# 92 YJ Wrangler



## StaffordTree (Jan 2, 2011)

Anybody know if a 92 YJ wrangler 2.5L 4cyl, 5peed with a 2 inch body lift will handle a 7'6 meyer steel plow??

If not what is the best plow and mount to put on this little beast?


----------



## Mems (Dec 19, 2009)

It should do fine as long as its in 4WD and the tranny is in 4LO. A 7'6 plow collects a lot of snow when being pushed by a short wheel base wrangler, let alone a 4 cyl. and it would most definitely put a substantial amount of pressure on the drivetrain. If it were me, I'd back down to a 7' or less and if you feel that it can handle more, than add wings to it. I have a Wrangler Rubicon with a 7' meyers and although it gets the job done, heavier storms does put some strain on the vehicle. 

Traction would be your next item to take care of seeing as the light weight of the wrangler can inhibit the abilities of it compared to larger vehicles but the flip side being that it can fit anywhere.


----------



## Dubl0Vert (Sep 10, 2011)

I would go with a 6'6", the weight is gonna sag your front end pretty good. Make sure your body lift is good quality and tight too. I hear air shocks can be used to even it out but have no personal experience with them.
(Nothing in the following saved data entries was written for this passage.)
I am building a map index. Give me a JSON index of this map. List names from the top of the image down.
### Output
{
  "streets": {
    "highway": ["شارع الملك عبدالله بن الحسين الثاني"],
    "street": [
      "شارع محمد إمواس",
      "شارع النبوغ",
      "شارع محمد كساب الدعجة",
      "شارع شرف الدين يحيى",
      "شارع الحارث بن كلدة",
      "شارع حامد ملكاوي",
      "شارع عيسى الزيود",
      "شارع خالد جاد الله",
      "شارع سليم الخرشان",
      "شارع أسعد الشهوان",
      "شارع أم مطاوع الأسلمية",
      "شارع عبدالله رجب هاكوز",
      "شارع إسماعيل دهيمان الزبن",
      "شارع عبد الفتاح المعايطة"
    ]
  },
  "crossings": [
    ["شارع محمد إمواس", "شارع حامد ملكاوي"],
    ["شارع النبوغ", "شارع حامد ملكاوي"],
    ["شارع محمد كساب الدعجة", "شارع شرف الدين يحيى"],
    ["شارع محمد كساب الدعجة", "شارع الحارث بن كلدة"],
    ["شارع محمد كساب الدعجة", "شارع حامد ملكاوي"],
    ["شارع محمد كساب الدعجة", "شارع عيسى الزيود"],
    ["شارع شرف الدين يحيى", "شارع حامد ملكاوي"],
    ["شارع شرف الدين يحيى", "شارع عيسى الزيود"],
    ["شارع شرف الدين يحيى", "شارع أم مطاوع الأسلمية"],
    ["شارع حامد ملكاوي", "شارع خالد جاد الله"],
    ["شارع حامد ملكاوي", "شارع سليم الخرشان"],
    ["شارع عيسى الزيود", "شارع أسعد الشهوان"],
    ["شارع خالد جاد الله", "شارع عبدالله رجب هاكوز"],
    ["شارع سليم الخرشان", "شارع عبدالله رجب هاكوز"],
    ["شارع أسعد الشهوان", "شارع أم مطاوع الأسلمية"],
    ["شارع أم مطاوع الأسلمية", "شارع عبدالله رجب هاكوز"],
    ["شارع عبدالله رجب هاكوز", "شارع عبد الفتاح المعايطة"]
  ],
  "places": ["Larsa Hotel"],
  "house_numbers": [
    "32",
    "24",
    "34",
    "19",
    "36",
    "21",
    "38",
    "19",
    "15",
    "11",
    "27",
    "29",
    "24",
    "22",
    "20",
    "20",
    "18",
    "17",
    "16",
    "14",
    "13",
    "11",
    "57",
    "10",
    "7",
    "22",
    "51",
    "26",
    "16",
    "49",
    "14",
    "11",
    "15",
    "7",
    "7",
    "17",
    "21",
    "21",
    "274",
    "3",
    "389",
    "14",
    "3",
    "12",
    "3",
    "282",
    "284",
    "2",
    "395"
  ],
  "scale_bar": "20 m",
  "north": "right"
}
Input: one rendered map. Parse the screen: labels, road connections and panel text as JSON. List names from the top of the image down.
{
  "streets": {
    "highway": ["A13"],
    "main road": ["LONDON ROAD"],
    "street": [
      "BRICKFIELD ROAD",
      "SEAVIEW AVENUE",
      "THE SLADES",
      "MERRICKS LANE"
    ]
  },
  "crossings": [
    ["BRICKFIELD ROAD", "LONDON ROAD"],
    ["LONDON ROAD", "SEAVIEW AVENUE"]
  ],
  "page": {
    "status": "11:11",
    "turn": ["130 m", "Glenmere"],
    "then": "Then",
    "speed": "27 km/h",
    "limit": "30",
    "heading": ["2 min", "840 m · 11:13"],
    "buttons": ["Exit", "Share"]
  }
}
X2 on the ballast to make sure you have traction in the rear so it doesn't try to race the front and leave you in a drift.


----------



## sjwrangler (Oct 5, 2009)

My 92 YJ handles my6'6 well, not sure if I would o bigger. 4L is ok to plow forwards or in tight situations, but reverse is painfully slow. Go with smaller plows, get wings if you need more. The smaller plow will run over its tracks on curves and full angle.


----------



## sjwrangler (Oct 5, 2009)

My 92 YJ handles my6'6 well, not sure if I would go bigger. 4L is ok to plow forwards or in tight situations, but reverse is painfully slow. Go with smaller plows, get wings if you need more. The smaller plow will run over its tracks on curves and full angle.


----------



## IndoorPlower (Nov 9, 2011)

i have a 94 sahara auto 6, 93 renegade auto 6, 91 sport auto 6 and all with meyers plows and 6.6 and wouldnt go bigger or heavier on those YJs. TJs and newer can handle 7. In my opinion your gonna kill if not murder that poor 4cyl YJ. Sell the jeep and buy something stronger.


----------



## snowplowdog (Nov 26, 2009)

I'll have to agree with most of the guys sayng to go with the 6'6". I have a 6'6" meyer on my 90 YJ and I have the 4.2 I6 which has a little more torque. I could probably push a 7 or 7.5 but I even work it pretty hard with what I have.


----------